4- Koronavirüse inanmasa bile çevrelerinde tedirgin olan insanlara duyduğu ahlaki kaygıdan dolayı önlem alanlar. Bunlar hastalığa kuşku ile baksalar da, başkalarına duydukları saygıdan dolayı önlemlerini alıyorlar.

5-Koronavirüse inanmayan ve umursamayan ancak çevresindeki diğer insanlara da saygısı olmayanlar. Bunlar hem virüsü önemsemiyor hem de başkalarına yayma konusunda endişe etmiyorlar.

6- Ölümden müthiş korkan ama "nasıl olsa herkes ölecek" anlayışına sığınan ve sorunu kadere yükleyen sorumsuzlar. Bunların anlayışı kendi içinde tutarsızdır.

7- Koronavirüsün ilaç firmaları tarafından üretildiğini savunan septikler.

8- Korona üzerinden siyasal muhalefet yapmaya çalışan ve bunu siyasal bir argüman olarak kullanan muhalefetin yaklaşımı. Bunlar koronavirüsün sıkışan Ak parti iktidarına ilaç gibi geldiğini savunuyorlar. Ana tezleri Ak Parti'nin krizden beslendiğini ve sürecin onun lehine işlediğidir.

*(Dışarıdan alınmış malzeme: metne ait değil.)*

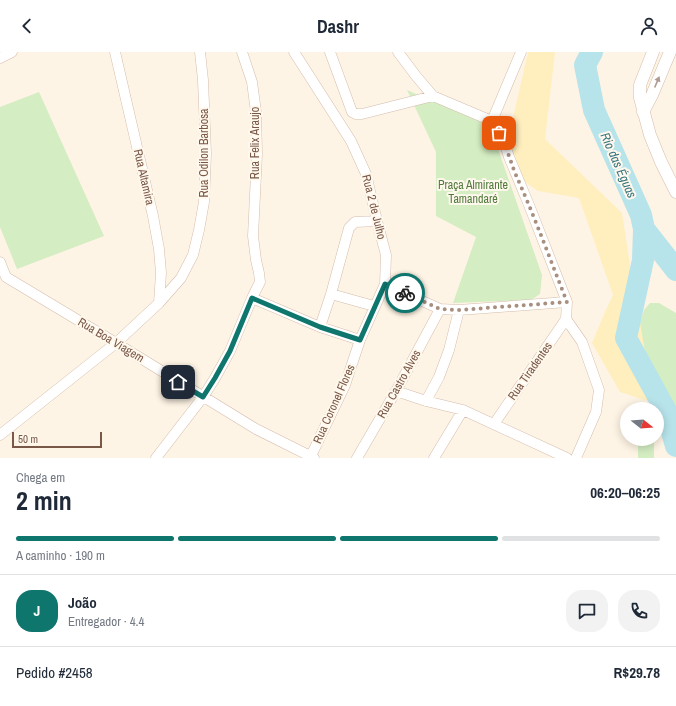 <!DOCTYPE html>
<html lang="pt">
<head>
<meta charset="utf-8">
<style>
  :root { --surface:#fff; --page:#f2f2f3; --text:#1f2937; --muted:#747a83; --line:#e0e1e3; --accent:#0f766e }
  body { margin:0; font-family:"Archivo Narrow",sans-serif; background:var(--page); color:var(--text); height:100vh; display:flex; flex-direction:column; font-size:15px; white-space:nowrap }
  * { box-sizing:border-box; margin:0 }
  p { font-size:13px; color:var(--muted) }
  .icon { flex:none; width:22px; height:22px; fill:none; stroke:currentColor; stroke-width:2; stroke-linecap:round; stroke-linejoin:round }
  .map { position:relative; height:406px; overflow:hidden }
  .drawer { display:flex; flex-direction:column; background:var(--surface); flex:1 }
  .drawer>* { flex:none }
  .needle { width:26px; rotate:107deg }
  .tools { position:absolute; left:620px; top:350px; display:grid; gap:8px }
  .tools a { display:grid; place-items:center; width:44px; height:44px; border-radius:50%; background:var(--surface); box-shadow:0 2px 10px #0003; font-size:20px }
  .scale { position:absolute; left:12px; bottom:10px; width:90px; box-sizing:border-box; padding-left:4px; border:2px solid #7a5848; border-top:0; font-size:11px; line-height:14px; white-space:nowrap; color:#7a5848; -webkit-text-stroke:3px #fff8ed; paint-order:stroke }
  .pin { position:absolute; display:grid; place-items:center; width:34px; height:34px; color:#fff; margin:-17px; border-radius:8px; box-shadow:0 2px 6px #0006 }
  .courier { position:absolute; display:grid; place-items:center; width:40px; height:40px; margin:-20px; border:3px solid #0f766e; border-radius:50%; background:#fff; color:#222; box-shadow:0 1px 5px #0007 }
  .head em { font-style:normal; font-weight:700 }
  .head div { display:flex; flex-direction:column-reverse }
  .head { display:flex; align-items:center; justify-content:space-between; height:68px; padding:0 16px }
  h1 { font-size:26px; font-weight:700; line-height:30px }
  .bar { display:grid; grid-template-columns:repeat(4,1fr); gap:6px 4px; align-content:center; height:48px; padding:0 16px }
  .bar i { height:5px; border-radius:3px; background:var(--line) }
  .bar .current { background:var(--accent) }
  .bar p { grid-column:span 4 }
  .line { display:flex; align-items:center; gap:10px; padding:0 16px; border-top:1px solid var(--line) }
  .line div { flex:1 }
  .round { display:grid; place-items:center; flex:none; width:42px; height:42px; border-radius:16px; background:var(--page) }
  header { display:flex; justify-content:space-between; align-items:center; height:52px; padding:0 16px; background:var(--surface); font-size:18px; font-weight:700 }
  .map>svg:first-child { display:block }
</style>
</head>
<body>
<header><svg class="icon" aria-label="back" viewBox="0 0 24 24"><path d="M15 5l-7 7 7 7"/></svg>Dashr<svg class="icon" aria-label="person" viewBox="0 0 24 24"><circle cx="12" cy="8" r="4"/><path d="M4 21q1-7 8-7t8 7"/></svg></header>
<div class="map">
<svg width="676" height="406" viewBox="0 0 676 406">
  <rect width="100%" height="100%" fill="#fef4e5"/>
  <path fill="#d4edc2" d="M 407,38 L 490,74 L 542,223 L 540,242 L 531,248 L 453,251 L 476,185 L 436,164 L 436,100 Z
    M 39,40 L 104,184 L 17,217 L 0,175 L 0,55 Z
    M 650,251 L 659,251 L 676,261 L 676,372 L 633,284 L 637,282 L 644,258 Z
    M 638,387 L 654,387 L 654,406 L 638,406 Z"/>
  <path fill="#ffefbe" d="M 528,0 L 555,0 L 545,87 L 622,161 L 630,213 L 654,351 L 620,340 L 592,291 L 605,260 L 613,243 L 579,146 L 538,139 L 519,126 L 507,92 Z"/>
  <g fill="none" stroke-linecap="round" stroke-linejoin="round">
    <path stroke="#b7e3ea" stroke-width="22" d="M 592,0 L 585,13 L 594,58 L 641,163 L 644,177 L 676,218
      M 644,177 L 643,208 L 626,286 L 666,359 L 676,394"/>
    <defs>
      <path id="minor" d="M 115,0 L 153,164 L 159,197 L 161,221 L 159,251
        M 294,0 L 351,89 L 366,122 L 377,169 L 386,203 L 385,232 L 360,288 L 345,333 L 310,406
        M 330,0 L 352,60 L 356,62 L 362,62 L 433,44
        M 398,0 L 416,24 L 433,44 L 492,69
        M 0,6 L 12,0
        M 492,69 L 505,93 L 509,105 L 529,153 L 567,250 L 566,267 L 582,290 L 599,338 L 596,360 L 576,406
        M 492,69 L 521,0
        M 0,210 L 6,225 L 116,291 L 256,377 L 314,406
        M 385,232 L 440,257 L 459,258 L 567,250
        M 331,242 L 374,254
        M 252,246 L 320,275 L 360,288
        M 320,275 L 331,242 L 349,176 L 355,170 L 377,169
        M 396,339 L 426,349 L 463,358 L 567,406
        M 426,349 L 439,325 L 449,298 L 459,258
        M 494,372 L 566,267 L 568,272
        M 0,383 L 116,291 L 159,251 L 181,226 L 193,203 L 199,178 L 204,150 L 206,102 L 203,28 L 200,0
        M 156,406 L 203,345 L 215,326 L 230,299 L 252,246 L 260,230 L 259,221 L 256,208 L 253,184 L 257,102 L 256,60 L 252,30 L 242,0
        M 357,406 L 396,339 L 440,257
        M 434,406 L 463,358"/>
      <path id="tertiary" d="M 653,0 L 640,33 L 640,46 L 650,83 L 661,110 L 676,140
        M 643,60 L 652,43 L 670,0"/>
    </defs>
    <use href="#minor" stroke="#d4bdac" stroke-width="11"/>
    <use href="#tertiary" stroke="#d4bdac" stroke-width="13"/>
    <use href="#minor" stroke="#fff" stroke-width="10"/>
    <use href="#tertiary" stroke="#fff" stroke-width="12"/>
  </g>
  <defs><path id="oneway-solid" d="M-6-.8H1V-3.2L6.5 0L1 3.2V.8H-6Z"/></defs>
  <use fill="#af9b91" href="#oneway-solid" transform="translate(657 30) rotate(-67)"/>
  <g fill="none" stroke-linecap="round" stroke-linejoin="round">
    <path stroke="#a88f7f" stroke-width="4" stroke-dasharray="0 7.2" d="M 405,241 L 440,257 L 459,258 L 567,250 C 550,207 534,163 515,121 C 510,107 506,94 499,81"/>
    <path stroke="#0f766e" stroke-width="5" d="M 178,330 L 203,345 L 215,326 L 230,299 L 252,246 L 320,275 L 360,288 L 385,232 L 405,241"/>
  </g>
  <g text-anchor="middle" stroke-width="4" stroke-linejoin="round" paint-order="stroke">
    <g font-size="12" fill="#7a5848" stroke="#fff8ed">
      <text transform="translate(255 91) rotate(-90)" y="4">Rua Felix Araujo</text>
      <text transform="translate(204 101) rotate(-90)" y="4">Rua Odilon Barbosa</text>
      <text transform="translate(144 125) rotate(77)" y="4">Rua Altamira</text>
      <text transform="translate(374 155) rotate(76)" y="4">Rua 2 de Julho</text>
      <text transform="translate(111 288) rotate(31)" y="4">Rua Boa Viagem</text>
      <text transform="translate(530 319) rotate(-55)" y="4">Rua Tiradentes</text>
      <text transform="translate(399 332) rotate(-61)" y="4">Rua Castro Alves</text>
      <text transform="translate(334 352) rotate(-66)" y="4">Rua Coronel Flores</text>
    </g>
    <g font-size="12" fill="#4f7a3c" stroke="#fff8ed">
      <text x="473" y="137">Praça Almirante<tspan x="473" dy="14">Tamandaré</tspan></text>
    </g>
    <g font-size="13" font-style="italic" fill="#3a7680" stroke="#fff8ed">
      <text transform="translate(619 113) rotate(66)" y="5">Rio das Éguas</text>
    </g>
  </g>
</svg>
<div class="tools">
<a><svg class="needle" viewBox="-14 -14 28 28"><path d="M0-13l5 13h-10z" fill="#e53935"/><path d="M0 13l5-13h-10z" fill="#747a83"/></svg></a>
</div>
<div class="scale">50 m</div>
<div class="pin" style="left:499px;top:81px;background:#ea580c"><svg class="icon" aria-label="bag" viewBox="0 0 24 24"><path d="M5 8h14l-1 12H6zM9 8a3 3 0 0 1 6 0"/></svg></div>
<div class="pin" style="left:178px;top:330px;background:#1f2937"><svg class="icon" aria-label="home" viewBox="0 0 24 24"><path d="M3 11l9-7 9 7M6 9v11h12V9"/></svg></div>
<div class="courier" style="left:405px;top:241px"><svg class="icon" aria-label="bike" viewBox="0 0 24 24"><circle cx="6" cy="16" r="4"/><circle cx="18" cy="16" r="4"/><path d="M6 16l4-8h5l3 8M10 8l3 8H6M13 5h3"/></svg></div>
</div>
<section class="drawer">
<div class="head"><div><h1>2 min</h1><p>Chega em</p></div><em>06:20–06:25</em></div>
<div class="bar"><i class="current"></i><i class="current"></i><i class="current"></i><i></i><p>A caminho · 190 m</p></div>
<div class="line" style="height:72px"><b class="round" style="background:var(--accent);color:#fff">J</b><div><b>João</b><p>Entregador · 4.4</p></div><a class="round"><svg class="icon" aria-label="chat" viewBox="0 0 24 24"><path d="M4 5h16v11H9l-5 4z"/></svg></a><a class="round"><svg class="icon" aria-label="phone" viewBox="0 0 24 24"><path d="M5 4h4l2 5-3 2q2 4 5 5l2-3 5 2v4C11 20 4 13 5 4z"/></svg></a></div>
<div class="line" style="height:52px"><div>Pedido #2458</div><b>R$29.78</b></div>
</section>
</body>
</html>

9- Korona virüsünün laboratuvar ortamında üretildiğini ve uluslararası siyasette bir koz olarak kullanıldığını savunanlar. Bu anlayışa göre Çin bu virüsü üretti ve düşmanlarının üzerine saldı. Diğer ülkelerin ekonomik durumlarını sarsarak kendilerini öne çıkarmak için virüsün üretildiği tezini dillendirenler.

10- İnsanlığın ilerlemeye olan inancını küçük bir virüsün yerle bir ettiğini savunan ilerleme karşıtları.

11- Egosunu (nefsini) şişiren ve her tür günaha batan insanlara sınırlarını hatırlatan bir ilahi bir ceza olduğunu savunanlar.

12- Virüsün Allah ile hiçbir ilgisinin olmadığını savunan ilahiyatçı, seküler ve pozitivist deistler.

13- Olayı "başınıza gelenler kendi ellerinizle yaptıklarınızdan dolayıdır" ve " Allah kimseye zulmetmez, siz kendinize zulmedersiniz" ilahi buyrukları çerçevesinde açıklayan yaklaşım.

14- Koronavirüsün zengin fakiri eşitlediğini, hatta geri kalmış ülkelerden çok Amerika gibi gelişmiş ülkelerde daha etkili olduğunu savunarak süreci olumlayanlar.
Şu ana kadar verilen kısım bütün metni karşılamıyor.